The History of Women in the Republican Party

Women of the Grand Old Party

Though 19th-century women could not vote, they could and did align with political parties and ideologies. Average citizens demonstrated their partisan loyalties at rallies and public celebrations. And, this included women. The parties actively encouraged women’s personal allegiance. Being barred from political activity did not deter women’s political inclinations.

Birthplace of the Republican Party in Ripon, Wisconsin. 

Credit
Underwood & Underwood/Library of Congress

Founding the GOP

On March 20, 1854 “50 men, 3 women, and 1 child” met in a small, frame schoolhouse in Ripon, Wisconsin to discuss the creation of a new political party. A party to stand firm against the spread of slavery into the new western territories. They chose the name “Republican.”

Newspaper editor Horace Greely embraced the name as appropriate for “those who had united to restore the Union to its true mission of champion and promulgator of Liberty rather than propagandist of slavery.” Within six short years, the Republican party had achieved national status by electing its first president, Abraham Lincoln.

Judith Ellen Foster c. 1908

Credit
Library of Congress

Party of Social Reform Attracts Women Activists

True to its antislavery foundation, the Republican party established itself as the national party of reform. Its antislavery stance attracted activist women to the party before the Civil War. Moreover, the party supported woman suffrage, endearing itself to reformers like Susan B. Anthony, Elizabeth Cady Stanton, and Lucy Stone, who self-identified as Republicans.
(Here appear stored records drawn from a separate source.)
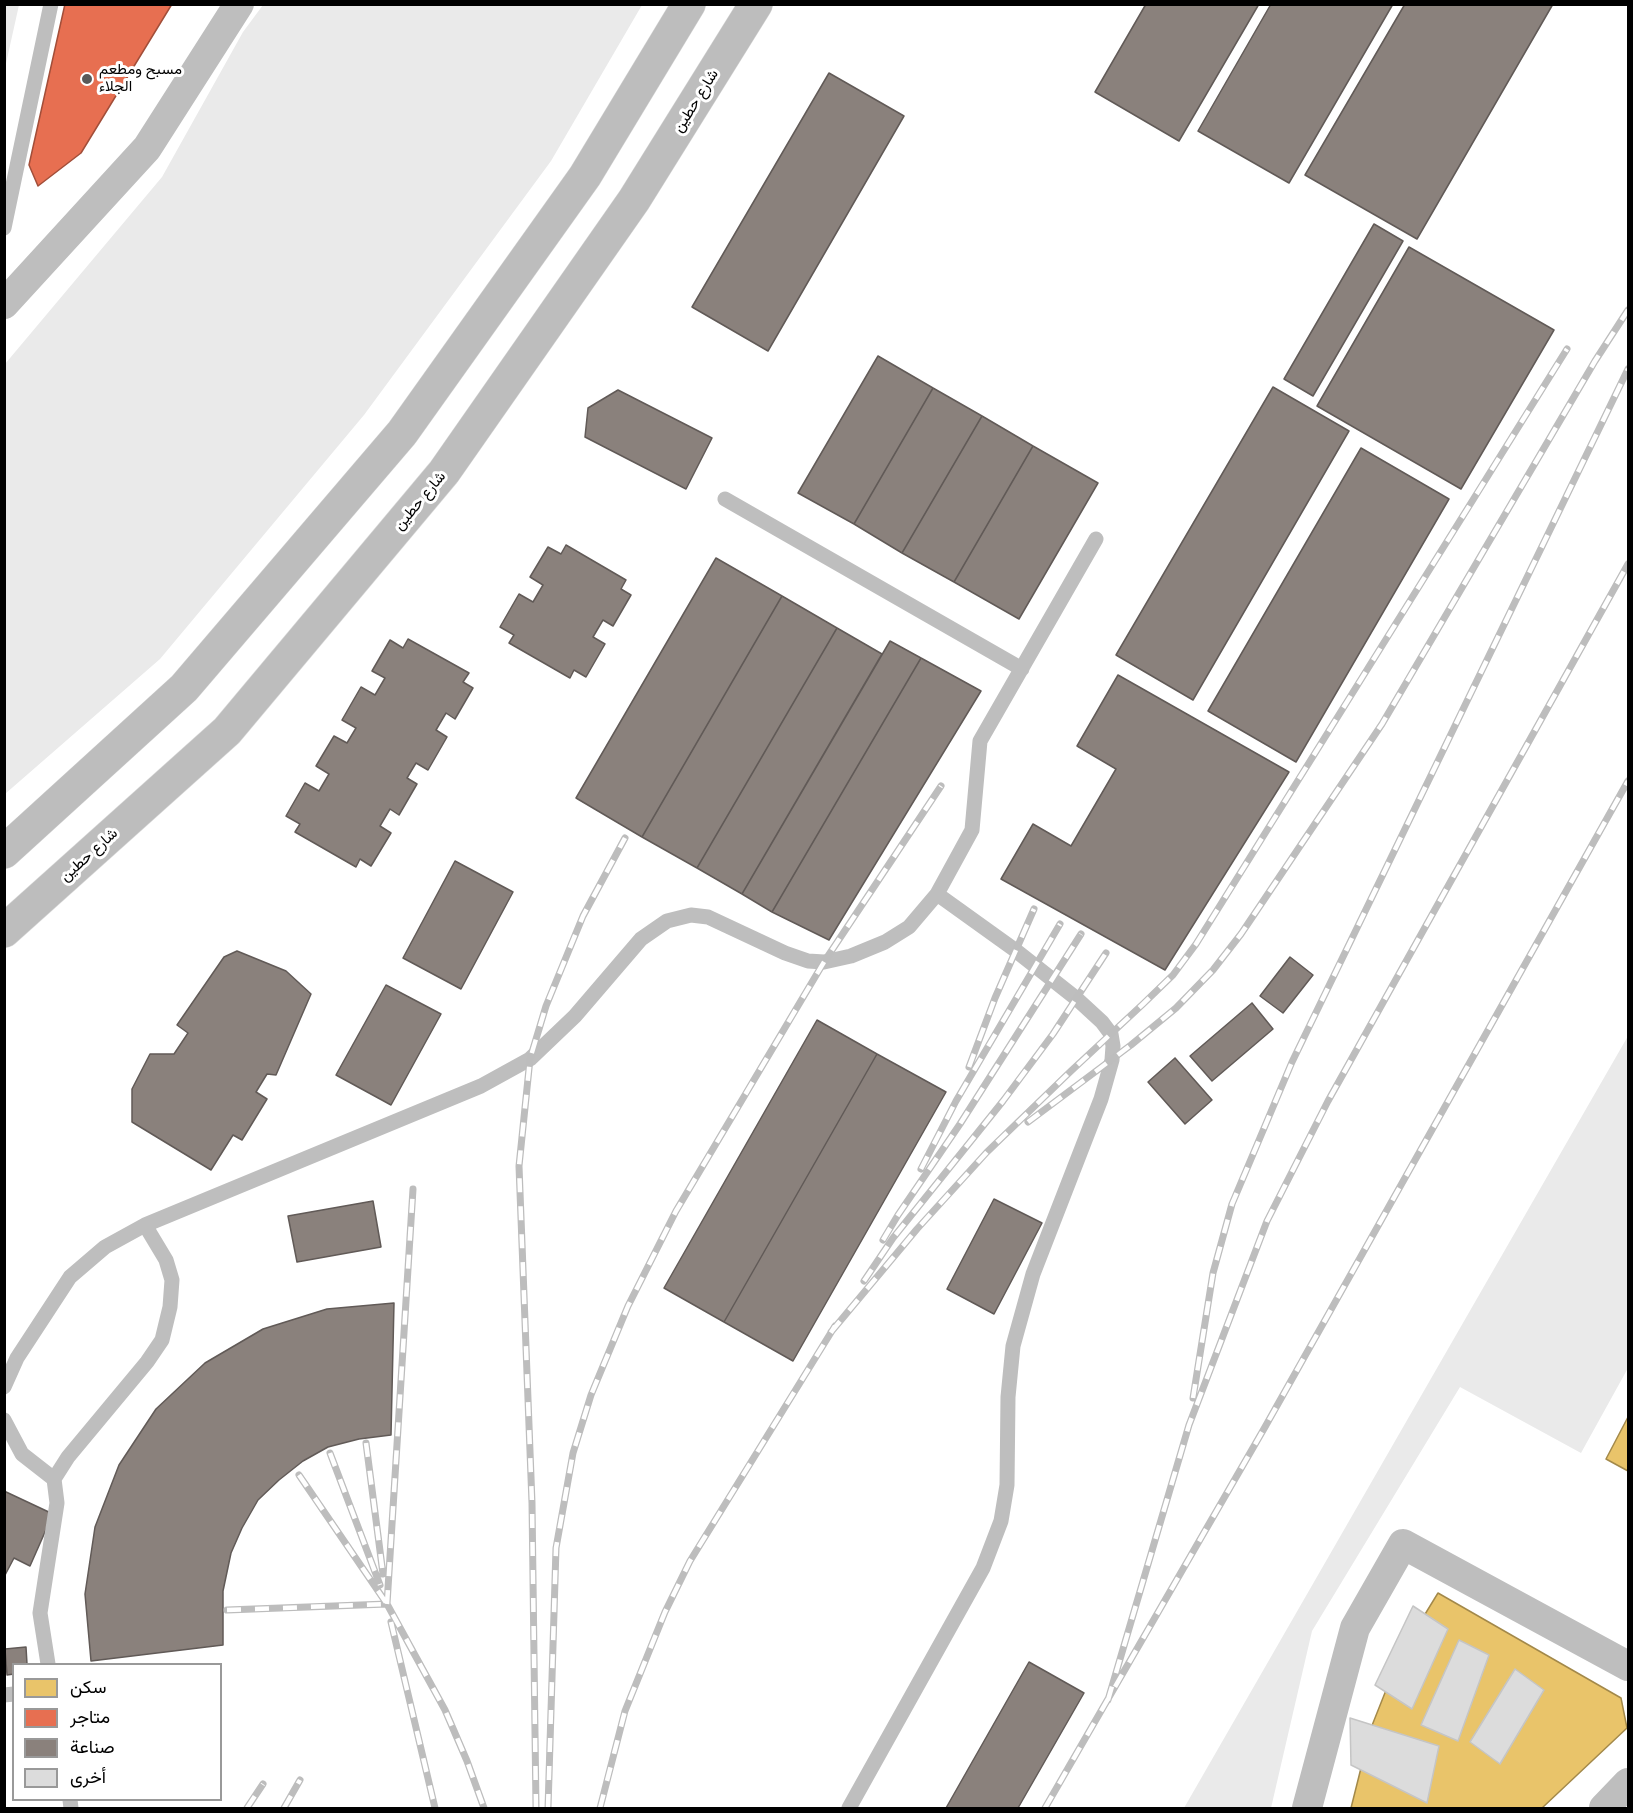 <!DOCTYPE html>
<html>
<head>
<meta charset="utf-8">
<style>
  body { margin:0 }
  #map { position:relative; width:1633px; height:1813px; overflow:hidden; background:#fff; font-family:"Open Sans",Vazirmatn,sans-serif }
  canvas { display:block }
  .frame { position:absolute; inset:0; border:6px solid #000; pointer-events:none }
  .legend { position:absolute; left:12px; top:1663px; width:210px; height:138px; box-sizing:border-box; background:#fff; border:2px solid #999; margin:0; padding:8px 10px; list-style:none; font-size:18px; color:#000 }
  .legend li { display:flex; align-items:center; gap:12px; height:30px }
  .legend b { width:30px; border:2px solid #999 }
</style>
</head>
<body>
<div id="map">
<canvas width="1633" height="1813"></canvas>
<div class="frame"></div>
<ul class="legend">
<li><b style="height:16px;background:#e9c46a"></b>سكن</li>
<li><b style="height:16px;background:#e76f51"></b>متاجر</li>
<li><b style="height:16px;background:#8a817c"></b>صناعة</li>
<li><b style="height:16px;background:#dcdcdc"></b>أخرى</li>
</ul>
</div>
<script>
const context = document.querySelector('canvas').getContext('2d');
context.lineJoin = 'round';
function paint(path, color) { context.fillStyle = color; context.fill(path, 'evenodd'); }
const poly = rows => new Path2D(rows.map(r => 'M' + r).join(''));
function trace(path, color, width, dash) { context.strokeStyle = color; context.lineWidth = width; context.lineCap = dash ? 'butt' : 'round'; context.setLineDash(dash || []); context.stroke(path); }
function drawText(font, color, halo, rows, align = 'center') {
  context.font = font + ' "Open Sans",Vazirmatn,sans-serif'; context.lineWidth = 6; context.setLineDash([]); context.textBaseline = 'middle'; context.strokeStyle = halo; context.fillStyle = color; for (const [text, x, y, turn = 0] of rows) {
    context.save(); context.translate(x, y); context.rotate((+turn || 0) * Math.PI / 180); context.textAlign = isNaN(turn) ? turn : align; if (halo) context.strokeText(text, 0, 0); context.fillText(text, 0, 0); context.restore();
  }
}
paint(poly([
  [5,4,19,5,5,68,4,5],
  [263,5,642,5,551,161,364,415,160,659,5,794,5,364,162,177,243,32],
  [1628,1036,1628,1368,1581,1453,1460,1387,1312,1631,1271,1808,1184,1808]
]), '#eaeaea');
const homes = poly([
  [1628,1417,1628,1471,1606,1459,1628,1417],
  [1438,1593,1621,1698,1627,1728,1542,1808,1351,1808,1371,1728,1400,1655,1438,1593]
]);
paint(homes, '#e9c46a');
trace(homes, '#a3894a', 1.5);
const shops = poly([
  [65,4,172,4,81,153,38,186,29,165,65,4]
]);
paint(shops, '#e76f51');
trace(shops, '#a24e39', 1.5);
const industry = poly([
  [1146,4,1259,4,1179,141,1095,92,1146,4],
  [1271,4,1393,4,1289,183,1198,131,1271,4],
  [1405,4,1553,4,1417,239,1305,175,1405,4],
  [829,73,904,116,768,351,692,307,829,73],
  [1374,224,1403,241,1313,396,1284,379,1374,224],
  [1409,247,1554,330,1461,489,1317,406,1409,247],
  [878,356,933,388,854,524,798,493,878,356],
  [1273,387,1349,431,1193,700,1116,655,1273,387],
  [933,388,982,416,902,553,854,524,933,388],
  [618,390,712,438,686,489,585,437,588,408,618,390],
  [982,416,1033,446,954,582,902,553,982,416],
  [1033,446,1098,483,1019,619,954,582,1033,446],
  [1361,448,1449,499,1296,762,1208,711,1361,448],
  [566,545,626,580,621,589,631,595,613,626,603,620,593,637,605,644,586,677,574,670,570,678,509,643,514,635,500,627,519,594,533,602,543,585,530,577,548,547,561,554,566,545],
  [716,558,782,596,642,837,576,798,716,558],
  [782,596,837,628,697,868,642,837,782,596],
  [837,628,882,654,742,894,697,868,837,628],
  [408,639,469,673,463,682,473,688,455,719,446,713,436,730,447,737,428,770,416,763,407,778,417,784,399,815,390,809,380,826,391,833,371,866,360,859,356,867,295,832,300,824,286,816,305,783,319,791,329,774,316,766,334,736,347,743,356,728,342,720,361,687,375,695,385,678,372,671,390,640,403,648,408,639],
  [890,641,921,658,772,912,742,894,890,641],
  [921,658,981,691,829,940,772,912,921,658],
  [1118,675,1289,772,1165,970,1001,879,1033,824,1071,846,1116,769,1077,746,1118,675],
  [455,861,513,892,461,989,403,958,455,861],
  [237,951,286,971,311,994,276,1075,267,1074,256,1092,267,1099,242,1140,233,1135,211,1170,132,1122,132,1089,150,1054,174,1054,188,1033,177,1025,224,957,237,951],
  [1290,957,1313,975,1283,1013,1260,996,1290,957],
  [386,985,441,1014,391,1105,336,1075,386,985],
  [1252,1003,1273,1029,1212,1081,1190,1056,1252,1003],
  [817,1020,877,1054,724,1322,664,1288,817,1020],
  [877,1054,946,1092,793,1361,724,1322,877,1054],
  [1175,1058,1212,1100,1185,1124,1148,1082,1175,1058],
  [994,1199,1042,1223,994,1314,947,1289,994,1199],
  [373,1201,381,1247,297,1262,288,1216,373,1201],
  [394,1303,391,1435,359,1439,328,1447,303,1461,279,1480,258,1500,242,1528,231,1553,223,1591,223,1645,91,1661,85,1594,95,1527,119,1465,156,1409,205,1363,263,1329,327,1309,394,1303],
  [4,1491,53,1514,30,1566,14,1558,4,1577,4,1491],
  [26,1647,27,1664,14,1664,14,1674,7,1675,5,1649,26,1647],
  [1029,1662,1084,1693,1018,1808,946,1808,1029,1662]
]);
paint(industry, '#8a817c');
trace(industry, '#615a57', 1.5);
const building = poly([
  [1413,1606,1448,1629,1412,1709,1375,1685,1413,1606],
  [1459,1640,1489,1655,1458,1741,1421,1725,1459,1640],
  [1515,1669,1544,1690,1500,1764,1470,1742,1515,1669],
  [1350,1718,1439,1746,1427,1803,1351,1765,1350,1718]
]);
paint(building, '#dcdcdc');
trace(building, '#c5c5c5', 1.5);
const primary = poly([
  [4,852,184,688,402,433,585,176,689,4],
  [4,931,227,731,444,472,634,200,756,4]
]);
trace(primary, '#dbdbdb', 34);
trace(poly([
  [4,228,51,4],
  [725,499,1022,669],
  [4,1387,17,1358,70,1277,105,1247,145,1225,481,1086,530,1059,575,1016,641,939,667,921,691,915,708,917,785,953,808,961,824,962,851,956,885,942,909,927,937,894,972,830,980,741,1096,539],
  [4,1420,22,1454,54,1479,57,1503,40,1613,48,1664],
  [54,1479,68,1457,147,1362,162,1340,170,1307,172,1280,166,1260,145,1225],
  [4,1695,14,1694],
  [70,1800,71,1808],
  [849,1808,983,1568,1001,1521,1007,1485,1008,1397,1013,1346,1033,1274,1101,1099,1112,1060,1113,1046,1111,1034,1102,1022,1077,999,1015,950,937,894]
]), '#bebebe', 15);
trace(poly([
  [4,304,147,148,239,4],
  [1307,1808,1355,1628,1403,1544,1628,1666],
  [1604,1808,1628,1783]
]), '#bebebe', 30);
trace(primary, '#bdbdbd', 33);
const rail = poly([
  [969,1067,995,998,1034,909],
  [1028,1122,1131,1045,1176,1008,1213,970,1241,934,1382,724,1595,361,1628,310],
  [921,1169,956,1101,1060,924],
  [883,1240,898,1215,960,1124,1081,934],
  [864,1281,893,1238,1003,1101,1053,1034,1106,953],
  [831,1332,917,1229,987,1152,1071,1071,1143,1004,1173,975,1196,944,1567,349],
  [1193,1398,1213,1273,1232,1204,1292,1062,1628,369],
  [366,1443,383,1574],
  [330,1453,380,1585],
  [299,1475,387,1604,445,1710,467,1761,484,1808],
  [387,1604,413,1189],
  [227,1610,387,1604],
  [391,1622,435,1808],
  [1108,1700,1189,1425,1267,1221,1328,1101,1628,564],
  [247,1808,263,1784],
  [284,1808,300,1780],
  [536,1808,532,1503,519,1166,530,1059,546,1006,583,916,625,838],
  [548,1808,556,1548,573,1453,591,1395,628,1306,676,1211,824,962,941,786],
  [600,1808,625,1711,665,1612,690,1561,835,1326],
  [1045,1808,1265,1427,1628,781]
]);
trace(rail, '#bdbdbd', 7);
trace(rail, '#fff', 4.5, [14]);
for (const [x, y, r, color] of [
  [87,79,6,"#595959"]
]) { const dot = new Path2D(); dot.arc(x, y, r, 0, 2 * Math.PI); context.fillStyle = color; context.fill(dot); trace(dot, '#fff', 2); }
drawText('15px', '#000', '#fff', [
  ["مسبح ومطعم",99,70],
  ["الجلاء",99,87]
], 'left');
drawText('15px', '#000', '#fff', [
  ["شارع حطين",696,101,-58],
  ["شارع حطين",420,501,-50],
  ["شارع حطين",89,855,-42]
]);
</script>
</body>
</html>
Acknowledgment of women in the party’s platforms in the 1870s and the creation of a Republican women’s auxiliary in the late 1880s kept women in the Republican fold after slavery ceased to be a political issue. Judith Ellen Foster founded the Woman’s National Republican Association in 1888, declaring that “woman is politics.” She challenged women to engage in partisan politics in order to reform society, which was a woman’s role. She built the WNRA into a substantial unit of the Republican party, and its members advocated for Republican candidates each election cycle.

I dare assert that woman's political influence has been a necessary factor in the progressive legislation which distinguishes our time. - Judith Ellen Foster

Elects First Female Congresswoman in 1916

The first woman elected to federal office represented the Republican party. Montana voters elected Jeanette Rankin in 1916 as one of their first two members of the U.S. House of Representatives. They sent her four years before the 19thAmendment granted voting rights to U.S. women.

“I may be the first woman member of Congress,” she observed upon her election in 1916. “But I won’t be the last.” Rankin shepherded the woman suffrage amendment through Congress and rejoiced at its passage.

"Women of Country Represented in Republican Party by These Leaders" in Arizona Republican, January 27, 1920.

Credit
Arizona Republican/Library of Congress

The Republican National Committee’s (RNC) Executive Committee formed a women’s advisory committee in 1918. The Committee was charged with advising the Republican National Committee on women’s issues. Anticipating that the 19th amendment would pass before the November 1920 national elections, the RNC was particularly interested in recommendations for party reforms that would solidify the Republican party as the home for the newly enfranchised female electorate. Women were invited to full RNC membership in 1924. That year 120 women sat as delegates at the Republican Convention, accounting for 11% of the total.

First Major Party to Consider Nominating a Woman for President of the United States … 1964

Perhaps it is not surprising, given its long history with women, that the first woman whose name was placed into nomination by a major party for the presidency was Republican Margaret Chase Smith. Chase Smith represented the state of Maine in Congress for 34 years, first in the House of Representatives and later in the Senate. She was the first woman elected to the Senate in her own right. Chase Smith brought 27 delegates to the 1964 Republican convention. President John F. Kennedy said of her in 1963, “I would think if I were a Republican candidate, I would not look forward to campaigning against Margaret Chase Smith in New Hampshire, or as a possible candidate for President. … She is a very formidable political figure.”

Carrying on Traditions

Republican women have carried on the tradition of public service to the present. Three Republican women followed in Chase Smith’s footsteps by running for president. Elizabeth Hanford Dole ran in 1998. Representative Michele Bachmann (R-Minnesota)—the first woman to win the Iowa straw poll—in 2011. And Carly Fiorina entered a crowded Republican primary race for the 2016 election. Twenty-two Republican women served in the U.S. House of Representatives and six in the Senate in the 114th Congress. Three women serve as state governors in 2016. Today’s Republican women stand on the shoulders of 164 years of GOP political women.